WPRW-FM
- Martinez, Georgia; United States;
- Broadcast area: Augusta, Georgia
- Frequency: 107.7 MHz (HD Radio)
- Branding: Power 107

Programming
- Format: Mainstream urban
- Subchannels: HD2: "iHeartChristmas Rock"
- Affiliations: Premiere Networks

Ownership
- Owner: iHeartMedia, Inc.; (iHM Licenses, LLC);
- Sister stations: WBBQ-FM, WKSP, WLUB, WYNF

History
- First air date: 1994; 32 years ago (as WKBG)
- Former call signs: WKBG (1992–1996); WUUS (1996–1999);
- Call sign meaning: "Power"

Technical information
- Licensing authority: FCC
- Facility ID: 46967
- Class: C2
- ERP: 24,500 watts
- HAAT: 176 m (577 ft)

Links
- Public license information: Public file; LMS;
- Webcast: Listen Live HD2: Listen Live
- Website: power107.iheart.com

= WPRW-FM =

WPRW-FM (107.7 MHz), also known as "Power 107", is a mainstream urban station in the Augusta, Georgia, radio market. The station is licensed by the Federal Communications Commission (FCC) to Martinez and has an effective radiated power (ERP) of 24.5 kW. Its studios are located at the Augusta Corporate Center near the I-20/I-520 interchange in Augusta, and the transmitter tower is north of Appling, Georgia.

==History==
The station signed on as WKBG in 1994 with a country format. In 1996, WKBG was purchased by Wilkes Broadcasting and became WUUS, re-branding itself as "US 107". Wilkes also purchased WGUS-AM-FM and WRXR and housed all three stations in the WGUS building. US-107 hired the former morning talent from Kicks 99 (Jill and Charlie) and the former morning man from WBBQ (Mark Summers) and spent much of the late-1990s going up against established country outlet WKXC-FM, but fared poorly in the ratings. The stations were sold to Cumulus Media in 1998.

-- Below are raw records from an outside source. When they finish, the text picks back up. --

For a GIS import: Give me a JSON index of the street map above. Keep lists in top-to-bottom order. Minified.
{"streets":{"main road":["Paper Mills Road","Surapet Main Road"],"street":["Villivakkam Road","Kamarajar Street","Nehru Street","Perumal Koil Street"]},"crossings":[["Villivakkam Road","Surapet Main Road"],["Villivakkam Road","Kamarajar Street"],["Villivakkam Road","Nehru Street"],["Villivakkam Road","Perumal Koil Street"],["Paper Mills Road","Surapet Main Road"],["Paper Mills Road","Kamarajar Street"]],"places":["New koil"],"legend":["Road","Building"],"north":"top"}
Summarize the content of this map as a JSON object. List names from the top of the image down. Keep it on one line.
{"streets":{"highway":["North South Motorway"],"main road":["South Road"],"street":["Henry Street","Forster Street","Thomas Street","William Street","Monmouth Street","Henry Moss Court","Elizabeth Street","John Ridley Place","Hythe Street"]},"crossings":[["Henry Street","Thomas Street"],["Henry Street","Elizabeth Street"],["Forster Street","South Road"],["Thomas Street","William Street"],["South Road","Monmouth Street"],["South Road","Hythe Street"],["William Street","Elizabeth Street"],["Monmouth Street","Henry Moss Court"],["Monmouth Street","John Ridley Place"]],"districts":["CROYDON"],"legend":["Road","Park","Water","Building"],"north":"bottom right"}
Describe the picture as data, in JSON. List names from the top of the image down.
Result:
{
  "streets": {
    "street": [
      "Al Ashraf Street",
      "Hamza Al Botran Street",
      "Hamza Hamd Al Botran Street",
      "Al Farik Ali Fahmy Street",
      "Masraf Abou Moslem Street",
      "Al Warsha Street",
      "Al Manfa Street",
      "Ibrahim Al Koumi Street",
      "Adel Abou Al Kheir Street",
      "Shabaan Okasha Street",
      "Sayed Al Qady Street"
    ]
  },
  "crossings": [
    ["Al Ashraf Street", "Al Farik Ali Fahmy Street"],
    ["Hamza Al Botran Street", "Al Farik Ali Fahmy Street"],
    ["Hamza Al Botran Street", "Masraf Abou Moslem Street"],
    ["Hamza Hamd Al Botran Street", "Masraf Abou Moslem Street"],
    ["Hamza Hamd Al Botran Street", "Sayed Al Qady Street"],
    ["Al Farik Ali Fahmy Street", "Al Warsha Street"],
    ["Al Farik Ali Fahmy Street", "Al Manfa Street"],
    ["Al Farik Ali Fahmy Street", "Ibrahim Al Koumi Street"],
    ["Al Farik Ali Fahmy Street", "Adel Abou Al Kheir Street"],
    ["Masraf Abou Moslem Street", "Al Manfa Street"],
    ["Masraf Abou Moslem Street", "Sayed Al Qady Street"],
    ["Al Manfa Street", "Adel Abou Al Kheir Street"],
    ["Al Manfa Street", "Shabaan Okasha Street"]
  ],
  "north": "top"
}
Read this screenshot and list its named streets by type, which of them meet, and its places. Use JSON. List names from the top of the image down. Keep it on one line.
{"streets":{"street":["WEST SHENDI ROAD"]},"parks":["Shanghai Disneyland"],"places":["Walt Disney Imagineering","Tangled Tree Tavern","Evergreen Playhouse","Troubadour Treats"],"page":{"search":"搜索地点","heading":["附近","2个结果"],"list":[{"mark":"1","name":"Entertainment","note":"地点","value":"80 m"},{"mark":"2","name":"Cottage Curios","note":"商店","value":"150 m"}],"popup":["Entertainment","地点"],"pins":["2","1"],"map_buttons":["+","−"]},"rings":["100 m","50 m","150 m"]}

In November 1999, the station switched over to urban as WPRW, adopting the "Power 107" handle. This station became the first serious challenger to longtime urban outlet WFXA and both stations have been battling each other in the ratings ever since. At one time WPRW was the syndicated home of the Star and Buc Wild Morning Show; it now carries The Breakfast Club in the mornings.

The station is owned by iHeartMedia and competes with WFXA and WIIZ.